I woke one morning dizzy, with throbbing pain in my limbs and abdomen. I hurt for days, but I found each time I went south the pain subsided. A few miles south of my home the pain and dizziness went away completely, and I actually felt good.

My friends thought I was crazy, but lent me a GPS. I found I was right on top of the parallel. I went back again and again for relief, until finally I lay down and slept there for the night. When I woke I felt wonderful, but I couldn’t go away again. It made the pain worse.

I couldn’t go west, either. I could only move within a half mile of the parallel, always east. So I started walking.

My job and home were behind me forever. At first I survived off friends, and then on the kindness of strangers. At times I went for days without food, always walking east. I figured it was a magnetic thing, the cells of my body aligned along certain points. All I could do was keep walking.

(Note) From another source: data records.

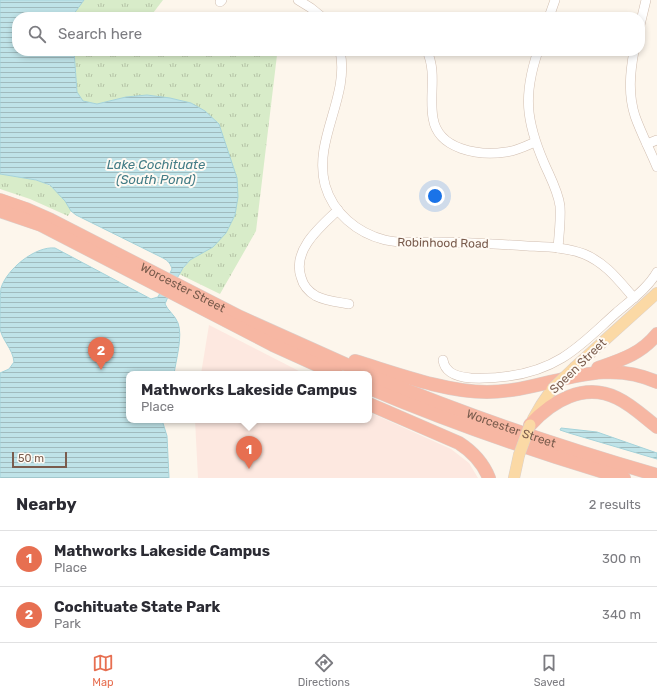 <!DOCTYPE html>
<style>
body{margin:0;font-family:Rubik,sans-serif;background:#f7f7f7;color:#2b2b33}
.scale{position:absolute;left:12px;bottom:10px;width:55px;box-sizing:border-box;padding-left:4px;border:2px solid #7a5c4d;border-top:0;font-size:11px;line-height:14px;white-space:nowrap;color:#7a5c4d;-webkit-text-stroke:3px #fffaf3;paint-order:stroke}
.you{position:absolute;left:435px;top:196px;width:14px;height:14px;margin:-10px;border:3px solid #fff;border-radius:50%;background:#1a73e8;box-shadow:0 0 0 6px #1a73e833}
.badge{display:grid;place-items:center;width:26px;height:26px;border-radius:50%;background:#e76f51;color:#fff;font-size:13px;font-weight:700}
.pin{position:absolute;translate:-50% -33px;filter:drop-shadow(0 1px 2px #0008)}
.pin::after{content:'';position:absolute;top:21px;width:14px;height:12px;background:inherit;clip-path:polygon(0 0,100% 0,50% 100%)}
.popup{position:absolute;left:126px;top:371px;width:246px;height:52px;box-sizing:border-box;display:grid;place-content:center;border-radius:8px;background:#fff;filter:drop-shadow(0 1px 3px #0005);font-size:13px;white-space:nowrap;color:#7c7c81}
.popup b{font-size:15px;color:#2b2b33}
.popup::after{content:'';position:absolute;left:50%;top:100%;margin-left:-8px;border:8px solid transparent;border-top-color:#fff}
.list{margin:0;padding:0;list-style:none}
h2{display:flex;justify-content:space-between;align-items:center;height:52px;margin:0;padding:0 16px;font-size:17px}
h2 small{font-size:13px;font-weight:400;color:#7c7c81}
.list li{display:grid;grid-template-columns:26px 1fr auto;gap:12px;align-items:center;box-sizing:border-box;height:56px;padding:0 16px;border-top:1px solid #e1e1e2}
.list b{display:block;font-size:15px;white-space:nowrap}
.list p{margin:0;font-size:13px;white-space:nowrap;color:#7c7c81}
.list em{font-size:13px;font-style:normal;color:#7c7c81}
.icon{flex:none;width:22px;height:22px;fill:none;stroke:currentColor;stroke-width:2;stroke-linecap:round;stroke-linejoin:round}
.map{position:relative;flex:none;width:657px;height:478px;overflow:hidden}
.search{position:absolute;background:#fff;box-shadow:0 2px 6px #0003;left:12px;right:12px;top:12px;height:44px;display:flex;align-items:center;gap:10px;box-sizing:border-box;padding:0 14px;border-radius:16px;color:#7c7c81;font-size:15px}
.sheet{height:164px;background:#fff}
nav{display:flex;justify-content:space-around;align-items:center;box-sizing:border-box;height:56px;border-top:1px solid #e1e1e2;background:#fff;font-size:11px;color:#7c7c81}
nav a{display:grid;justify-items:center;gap:2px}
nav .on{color:#e76f51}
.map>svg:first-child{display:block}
.commercial{fill:#fde8e0}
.park{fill:url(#park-tufts)}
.water{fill:url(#water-rules);stroke:#a5d3da}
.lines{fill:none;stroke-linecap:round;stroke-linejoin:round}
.minor-casing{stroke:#d1beb0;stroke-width:10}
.major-casing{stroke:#dad1cd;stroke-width:12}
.highway-casing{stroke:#dad1cd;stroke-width:14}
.minor{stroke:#fff;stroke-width:9}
.major{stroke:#fbd9a5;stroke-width:11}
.highway{stroke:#f7b7a3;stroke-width:13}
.major-bridge-casing{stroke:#dad1cd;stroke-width:12;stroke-linecap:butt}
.major-bridge{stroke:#fbd9a5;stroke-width:11}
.labels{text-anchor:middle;stroke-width:4;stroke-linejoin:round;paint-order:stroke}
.street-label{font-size:12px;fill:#7a5c4d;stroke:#fffaf3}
.water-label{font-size:13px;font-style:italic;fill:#437c86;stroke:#fffaf3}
</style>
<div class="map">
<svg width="657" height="478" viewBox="0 0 657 478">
<defs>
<pattern id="park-tufts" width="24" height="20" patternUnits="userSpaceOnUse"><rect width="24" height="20" fill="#d8ecc9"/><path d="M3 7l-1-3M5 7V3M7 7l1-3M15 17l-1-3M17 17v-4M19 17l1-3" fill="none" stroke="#b4c2a5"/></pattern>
<pattern id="water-rules" width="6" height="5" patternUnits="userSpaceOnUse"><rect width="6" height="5" fill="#bfe3e8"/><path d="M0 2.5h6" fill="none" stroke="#a0bbbe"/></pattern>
</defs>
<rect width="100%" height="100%" fill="#fdf6ec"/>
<!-- commercial -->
<g class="commercial">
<path d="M209,325L297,370L303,374H201Z"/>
<path d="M369,412L451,449L469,463L478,478H198L195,420H369Z"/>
</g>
<!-- park -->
<g class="park">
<path d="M84,0H163L150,17H73V15Z"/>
<path d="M74,51H226L277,55L256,231L220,294L179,274L190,260L200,254L231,161L219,124L205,111L191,103L170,98L147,95L126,97L97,104L82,101L77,92Z"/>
<path d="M0,174C31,180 56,177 71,211L68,216L30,199L0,189Z"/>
</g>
<!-- water -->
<g class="water">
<path d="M0,0H84L73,15V17H17V51H74L77,92L83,101L97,104L126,97L147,95L170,98L191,103L205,111L219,124L237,178L238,197L235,215L226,233L213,247L190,260L183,268L172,287L165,304C168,311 175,315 178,323C183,336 176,360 174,374H129V420H162L167,436L169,478H0V373L9,369L14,362C13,349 1,339 0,328C0,321 0,293 1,288C7,269 35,246 55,248L151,299L158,297L172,269C170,262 167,260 161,257L76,215L71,211L65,201L50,185L36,180L0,174Z"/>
<path d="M561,428L597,432L657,453V459L569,433L560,430Z"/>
</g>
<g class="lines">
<defs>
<g id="minor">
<path d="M298,0L311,8L322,17"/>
<path d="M220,2L222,0"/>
<path d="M549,17L555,0"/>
<path d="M640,25L646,0"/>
<path d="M340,51C350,97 313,139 325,185C333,213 357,233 385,240C402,244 419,242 436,242C467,242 497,244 527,246C546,247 566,247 584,254C606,263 619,281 634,298"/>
<path d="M427,51C437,73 429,95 433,118C438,150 479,156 506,152C516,151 526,146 535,142"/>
<path d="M538,51C523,95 526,121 544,163C550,177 558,191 560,206C561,220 559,234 558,248"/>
<path d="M634,51C630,73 628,94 635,116C641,133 650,150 657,167"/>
<path d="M647,144L657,140"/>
<path d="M338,210C320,227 292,250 301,277C303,285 309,292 316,296C326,301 338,302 349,304"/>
<path d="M443,360C445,374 459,377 471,378C502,379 536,374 562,358C582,346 599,328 616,313C631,300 648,288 657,272"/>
</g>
<g id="major">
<path d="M575,367L657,293"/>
<path d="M533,419L541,405L552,389"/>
<path d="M514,478L519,455"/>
</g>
<g id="highway">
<path id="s1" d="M0,200L26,209L51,220L240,317L367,374"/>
<path d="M0,211L41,225L273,345L337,374"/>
<path d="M355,361C395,373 445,392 487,392C546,392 598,355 657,382"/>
<path d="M598,368C621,360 641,354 657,334"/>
<path id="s2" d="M369,375C463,414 559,447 657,475"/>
<path d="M369,388C452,423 538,453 624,478"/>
<path d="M369,404L459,443C473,452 483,463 489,478"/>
<path d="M530,425C552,401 584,382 617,398C632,405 644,417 657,427"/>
</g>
</defs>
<!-- minor casing -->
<use href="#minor" class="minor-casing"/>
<!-- major casing -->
<use href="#major" class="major-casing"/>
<!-- highway casing -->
<use href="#highway" class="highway-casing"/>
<!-- minor -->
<use href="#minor" class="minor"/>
<!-- major -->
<use href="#major" class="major"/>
<!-- highway -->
<use href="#highway" class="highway"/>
<defs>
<g id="major-bridge">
<path d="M552,389L575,367"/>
<path d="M519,455L530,425"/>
</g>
</defs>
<!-- major-bridge casing -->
<use href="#major-bridge" class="major-bridge-casing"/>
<!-- major-bridge -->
<use href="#major-bridge" class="major-bridge"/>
</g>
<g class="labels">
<!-- street labels -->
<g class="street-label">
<text transform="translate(443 243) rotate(1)" y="4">Robinhood Road</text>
<text dy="4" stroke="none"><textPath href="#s1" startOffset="203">Worcester Street</textPath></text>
<text transform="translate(578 366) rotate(-44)" y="4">Speen Street</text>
<text dy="4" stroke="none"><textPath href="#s2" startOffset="152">Worcester Street</textPath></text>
</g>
<!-- water labels -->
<g class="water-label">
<text x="156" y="169">Lake Cochituate<tspan x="156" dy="15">(South Pond)</tspan></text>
</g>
</g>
</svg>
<div class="scale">50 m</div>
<div class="you"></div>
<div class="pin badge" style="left:249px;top:469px">1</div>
<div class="popup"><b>Mathworks Lakeside Campus</b>Place</div>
<div class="pin badge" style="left:101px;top:370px">2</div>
<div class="search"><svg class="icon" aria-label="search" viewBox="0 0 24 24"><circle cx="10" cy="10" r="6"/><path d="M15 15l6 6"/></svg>Search here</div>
</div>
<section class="sheet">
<h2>Nearby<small>2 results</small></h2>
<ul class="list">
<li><span class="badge">1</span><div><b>Mathworks Lakeside Campus</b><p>Place</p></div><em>300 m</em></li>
<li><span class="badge">2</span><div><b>Cochituate State Park</b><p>Park</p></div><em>340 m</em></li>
</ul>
</section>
<nav>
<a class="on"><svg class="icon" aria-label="map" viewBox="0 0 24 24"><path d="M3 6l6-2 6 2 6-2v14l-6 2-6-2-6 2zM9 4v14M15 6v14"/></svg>Map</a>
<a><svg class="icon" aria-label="directions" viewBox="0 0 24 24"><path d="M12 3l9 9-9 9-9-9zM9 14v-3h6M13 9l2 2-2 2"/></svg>Directions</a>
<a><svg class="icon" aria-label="saved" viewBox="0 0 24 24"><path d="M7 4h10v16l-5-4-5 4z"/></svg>Saved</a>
</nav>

Am I worse off than you? Most people are bound to a region, a geographic area of a few hundred miles. The area I live in is more narrow than yours, but greater for its fantastic width. As humans we are bound to place, but my place is without end.

My family and friends figured I was obsessed, like in a movie, so they organized my eastward journey as a charity, a round-the-world walk for peace. It helped to pay the way.

It was painful crossing oceans. I spent the time asleep, mostly. Getting back to the parallel was the only way to find relief.

My route took me over the driest, most desolate place on earth. I had my pack with a little food and water, but I was so low that I was ready to lie down and die. That’s when I found Eliza.

I first saw her as an indistinct speck on the horizon, but as I walked the speck moved closer until I could discern it was another person. A woman.

Our paths intersected. She was the barest slice of a girl, but I loved her instantly. She spoke my language. We sat and talked for hours. I didn’t want to move forward. I asked her to walk with me.

She said that she could not.

She told me she was bound to a great circle, like mine. Her path would diverge from mine, as it followed the ecliptic rather than the purely geographic. We plotted our paths on the map from my pack. They would cross again in the American Midwest.

If we could find our way there, we could stay together in a hospitable place —our lives complete within a half-mile radius. I would gladly give up my narrow freedom for love and companionship.

We made love, and we stayed in the spot of our confluence until our food almost ran out. I took her picture with my cell phone. We made plans to meet and then we parted, our paths gradually diverging.

It was very difficult.

I made my way around the earth, across on my line, anticipating our meeting. And here I am in this fine town –Saint John, Kansas.

So, sir, have you seen this girl?


How about you, sir? Have you seen this girl?